# reel help



## buckshot (Mar 3, 2004)

ok went to bps today they did not have diawa sl30sh there, so the problem i have now is to choice witch one to buy tommarrow for distance and cobia both. i'm looking at a few different reels, the diawa sl-x40hv, the penn 535gs, the shimano speedmaster tsm IV tsm4, and the abu garcia 7000c4 or bg7000hs. witch one of these is the best for casting and fight cobia. was going to try the sl30sh but they don't have it and i have a gift card for there so i can really go get one some where else.please let me know what you all think.thank you all in advance for the help. i know it is taking me for ever to decide and thank you all for hanging in there with me.


----------



## Larry (Apr 17, 2002)

*Nuckshot*

Your other post said that you have not been throwing a casting reel for very long. Reels are a preference thing like anything else. After you throw a while longer; you will get a preference of your own. IMO, I would say that a Penn 535 and a Daiwa 40 would not be the reel to get. They are pretty good size reels to throw, which could possibly get frustrating. I would look at getting a casting reel with magnets, which makes learning easier. Of course, you could always get 1 of each. A 525 mag and a 535. Or a 525 mag and a Daiwa 20shv or30shv. Those abu 7500's throw nice. It always helps to have a backup or 2, for when you blow-up a reel(or 2). An inexpensive way to learn about a reel, is to borrow 1 for several hrs. Go casting at a field for several hrs. with some friends and try some of their reels. You could always post on swap meet and buy a used reel.  PRACTICE!!! pelican man.


----------



## Black Beard (Jan 25, 2001)

Mag T versions of the Penn GS 535, 545 & 555 are available on from the UK, plus of course the 525 Mag T. I use a 535 Mag occasionally, mainly for the extra capacity. The blocks are removed and braking is provided by a large, single adjustable rare earth magnet. This is an official Penn Europe reel and casts very well for a big reel.
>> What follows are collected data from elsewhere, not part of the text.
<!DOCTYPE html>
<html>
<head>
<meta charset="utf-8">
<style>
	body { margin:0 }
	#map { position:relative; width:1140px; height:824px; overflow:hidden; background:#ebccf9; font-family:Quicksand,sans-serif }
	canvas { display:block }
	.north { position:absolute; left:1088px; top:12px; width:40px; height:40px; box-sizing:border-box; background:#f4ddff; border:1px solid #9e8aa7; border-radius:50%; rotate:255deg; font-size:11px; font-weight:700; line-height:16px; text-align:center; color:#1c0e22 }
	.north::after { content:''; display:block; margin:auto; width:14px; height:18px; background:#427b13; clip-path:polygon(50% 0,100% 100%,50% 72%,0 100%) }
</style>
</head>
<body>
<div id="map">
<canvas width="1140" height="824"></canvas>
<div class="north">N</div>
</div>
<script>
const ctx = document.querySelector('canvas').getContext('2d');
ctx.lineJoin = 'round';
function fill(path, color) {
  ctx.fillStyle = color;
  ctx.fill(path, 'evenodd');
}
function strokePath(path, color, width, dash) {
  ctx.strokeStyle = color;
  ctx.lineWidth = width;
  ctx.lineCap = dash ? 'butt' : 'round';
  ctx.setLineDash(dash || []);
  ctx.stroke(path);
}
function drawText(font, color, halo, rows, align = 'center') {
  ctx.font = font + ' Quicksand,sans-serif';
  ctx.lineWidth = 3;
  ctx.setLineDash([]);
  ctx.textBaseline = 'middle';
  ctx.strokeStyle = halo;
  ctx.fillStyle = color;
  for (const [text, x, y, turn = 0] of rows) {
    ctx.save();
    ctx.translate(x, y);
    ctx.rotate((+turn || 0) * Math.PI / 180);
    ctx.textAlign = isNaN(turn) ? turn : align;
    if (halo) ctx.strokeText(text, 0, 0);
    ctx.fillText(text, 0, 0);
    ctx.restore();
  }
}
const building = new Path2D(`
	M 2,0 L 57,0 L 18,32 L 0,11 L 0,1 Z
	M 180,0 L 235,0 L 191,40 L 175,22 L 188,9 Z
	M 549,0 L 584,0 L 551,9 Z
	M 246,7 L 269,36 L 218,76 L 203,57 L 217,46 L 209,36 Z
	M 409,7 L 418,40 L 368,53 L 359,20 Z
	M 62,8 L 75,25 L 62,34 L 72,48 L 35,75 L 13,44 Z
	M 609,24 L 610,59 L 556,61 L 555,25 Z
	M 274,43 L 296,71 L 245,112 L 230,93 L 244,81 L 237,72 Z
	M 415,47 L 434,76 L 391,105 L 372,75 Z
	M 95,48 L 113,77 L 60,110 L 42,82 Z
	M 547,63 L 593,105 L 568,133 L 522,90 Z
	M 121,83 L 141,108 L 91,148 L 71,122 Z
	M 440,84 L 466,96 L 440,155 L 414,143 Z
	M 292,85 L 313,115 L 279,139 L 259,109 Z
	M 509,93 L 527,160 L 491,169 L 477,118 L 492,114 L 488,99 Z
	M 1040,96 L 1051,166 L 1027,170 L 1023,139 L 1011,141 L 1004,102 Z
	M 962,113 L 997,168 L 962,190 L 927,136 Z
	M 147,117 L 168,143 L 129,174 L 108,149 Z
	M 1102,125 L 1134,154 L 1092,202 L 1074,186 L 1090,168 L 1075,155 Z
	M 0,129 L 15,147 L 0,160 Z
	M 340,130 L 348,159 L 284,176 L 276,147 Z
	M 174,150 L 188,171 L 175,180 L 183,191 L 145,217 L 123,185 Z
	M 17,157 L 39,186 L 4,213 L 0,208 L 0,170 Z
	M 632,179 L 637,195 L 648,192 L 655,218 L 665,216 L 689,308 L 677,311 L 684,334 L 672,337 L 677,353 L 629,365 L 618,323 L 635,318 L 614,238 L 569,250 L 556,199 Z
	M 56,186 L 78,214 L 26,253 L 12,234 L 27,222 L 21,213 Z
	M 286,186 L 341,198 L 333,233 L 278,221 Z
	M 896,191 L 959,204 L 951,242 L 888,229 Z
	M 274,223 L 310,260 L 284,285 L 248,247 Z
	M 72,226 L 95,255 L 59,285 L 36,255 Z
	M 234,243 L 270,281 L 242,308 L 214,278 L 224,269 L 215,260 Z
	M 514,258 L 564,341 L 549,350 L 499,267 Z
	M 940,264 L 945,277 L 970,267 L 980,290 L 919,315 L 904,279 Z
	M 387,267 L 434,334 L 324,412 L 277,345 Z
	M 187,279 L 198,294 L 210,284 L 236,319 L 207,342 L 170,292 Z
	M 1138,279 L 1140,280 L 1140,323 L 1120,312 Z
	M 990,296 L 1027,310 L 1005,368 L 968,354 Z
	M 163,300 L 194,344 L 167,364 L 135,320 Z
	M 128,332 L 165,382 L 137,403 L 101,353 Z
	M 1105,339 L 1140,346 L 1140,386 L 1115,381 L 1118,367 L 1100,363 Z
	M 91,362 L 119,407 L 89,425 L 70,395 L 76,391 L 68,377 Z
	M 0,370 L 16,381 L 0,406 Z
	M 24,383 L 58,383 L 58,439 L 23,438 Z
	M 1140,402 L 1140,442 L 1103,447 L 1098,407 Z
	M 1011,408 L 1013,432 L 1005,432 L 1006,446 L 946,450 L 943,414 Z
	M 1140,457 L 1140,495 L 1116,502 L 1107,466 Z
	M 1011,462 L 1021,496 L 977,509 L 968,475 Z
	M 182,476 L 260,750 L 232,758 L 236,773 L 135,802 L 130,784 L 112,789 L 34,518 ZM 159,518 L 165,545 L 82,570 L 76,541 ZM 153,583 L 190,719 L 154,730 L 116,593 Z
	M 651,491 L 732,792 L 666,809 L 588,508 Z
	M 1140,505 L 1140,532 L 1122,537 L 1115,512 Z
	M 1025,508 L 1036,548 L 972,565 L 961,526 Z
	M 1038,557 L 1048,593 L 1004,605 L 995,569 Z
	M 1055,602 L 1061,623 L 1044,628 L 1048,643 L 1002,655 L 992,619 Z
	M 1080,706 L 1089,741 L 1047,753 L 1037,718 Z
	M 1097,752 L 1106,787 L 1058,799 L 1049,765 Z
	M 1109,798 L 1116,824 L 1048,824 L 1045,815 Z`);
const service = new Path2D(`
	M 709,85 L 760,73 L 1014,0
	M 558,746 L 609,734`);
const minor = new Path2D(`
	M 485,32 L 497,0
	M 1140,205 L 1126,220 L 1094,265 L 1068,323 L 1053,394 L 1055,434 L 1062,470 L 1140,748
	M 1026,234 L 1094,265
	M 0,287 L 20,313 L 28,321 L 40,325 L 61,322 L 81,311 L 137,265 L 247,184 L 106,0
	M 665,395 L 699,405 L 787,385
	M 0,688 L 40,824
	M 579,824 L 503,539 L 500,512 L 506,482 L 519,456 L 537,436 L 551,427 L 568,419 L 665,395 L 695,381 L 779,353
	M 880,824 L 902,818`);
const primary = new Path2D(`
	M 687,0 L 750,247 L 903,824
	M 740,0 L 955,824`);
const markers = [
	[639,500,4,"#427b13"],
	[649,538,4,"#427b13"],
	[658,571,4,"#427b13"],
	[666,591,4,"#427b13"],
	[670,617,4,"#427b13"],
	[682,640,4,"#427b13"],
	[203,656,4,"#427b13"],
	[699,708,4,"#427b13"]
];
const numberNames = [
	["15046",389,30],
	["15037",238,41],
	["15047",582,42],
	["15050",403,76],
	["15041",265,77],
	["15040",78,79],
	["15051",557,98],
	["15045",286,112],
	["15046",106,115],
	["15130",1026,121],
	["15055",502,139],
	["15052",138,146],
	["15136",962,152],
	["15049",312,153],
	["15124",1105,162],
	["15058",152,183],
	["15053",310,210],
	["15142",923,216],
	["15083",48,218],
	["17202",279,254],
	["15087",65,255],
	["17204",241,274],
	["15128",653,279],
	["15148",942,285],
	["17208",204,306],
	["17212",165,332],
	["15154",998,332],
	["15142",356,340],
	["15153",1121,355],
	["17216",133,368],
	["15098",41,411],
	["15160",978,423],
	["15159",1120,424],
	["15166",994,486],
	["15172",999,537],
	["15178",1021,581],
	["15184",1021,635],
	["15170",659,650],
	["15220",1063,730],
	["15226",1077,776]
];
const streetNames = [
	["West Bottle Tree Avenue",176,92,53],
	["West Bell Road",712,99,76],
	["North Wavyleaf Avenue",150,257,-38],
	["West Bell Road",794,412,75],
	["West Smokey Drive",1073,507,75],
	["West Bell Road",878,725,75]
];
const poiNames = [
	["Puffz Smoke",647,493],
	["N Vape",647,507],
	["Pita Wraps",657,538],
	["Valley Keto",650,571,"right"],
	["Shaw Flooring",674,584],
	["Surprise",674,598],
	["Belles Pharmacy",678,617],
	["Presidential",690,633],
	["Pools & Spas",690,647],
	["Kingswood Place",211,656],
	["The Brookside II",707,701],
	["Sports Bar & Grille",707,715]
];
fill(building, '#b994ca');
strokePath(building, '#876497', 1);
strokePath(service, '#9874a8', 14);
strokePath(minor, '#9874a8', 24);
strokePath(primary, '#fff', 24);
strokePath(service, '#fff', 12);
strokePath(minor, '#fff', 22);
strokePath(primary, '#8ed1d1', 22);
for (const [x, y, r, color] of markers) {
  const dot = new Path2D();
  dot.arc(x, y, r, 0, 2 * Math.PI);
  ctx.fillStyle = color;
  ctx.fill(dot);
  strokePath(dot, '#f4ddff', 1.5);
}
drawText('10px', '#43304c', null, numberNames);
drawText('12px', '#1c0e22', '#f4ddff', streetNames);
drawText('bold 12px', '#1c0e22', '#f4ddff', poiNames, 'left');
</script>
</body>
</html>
BB

PS - have to say, IMHO the 525 holds enough 17lb Tritanium Plus for most drum, rock fish and cobia and is by far the sweetest.


----------



## Led (Feb 1, 2001)

BB,

I can't argue with what you say  the 525 (T or slidy) are great reels.

Led.


----------



## SALTSHAKER (Dec 5, 2002)

*525*

Gotta agree with Black Beard, the 525 holds the line and it has the guts to get the job done...salt


----------



## Black Beard (Jan 25, 2001)

*Calling LED*

Hi, long time no speak, just got back from a while with James, will you be doing the US thing this fall? BB


----------



## buckshot (Mar 3, 2004)

*black beard*

not sure never did this kind of thing before not that good yet on the water but i think it would be fun on the feild just to see how bad i am or if i just think i'm bad. please let me know when it is and how much and what i need to do it and i'll try it if i can.


----------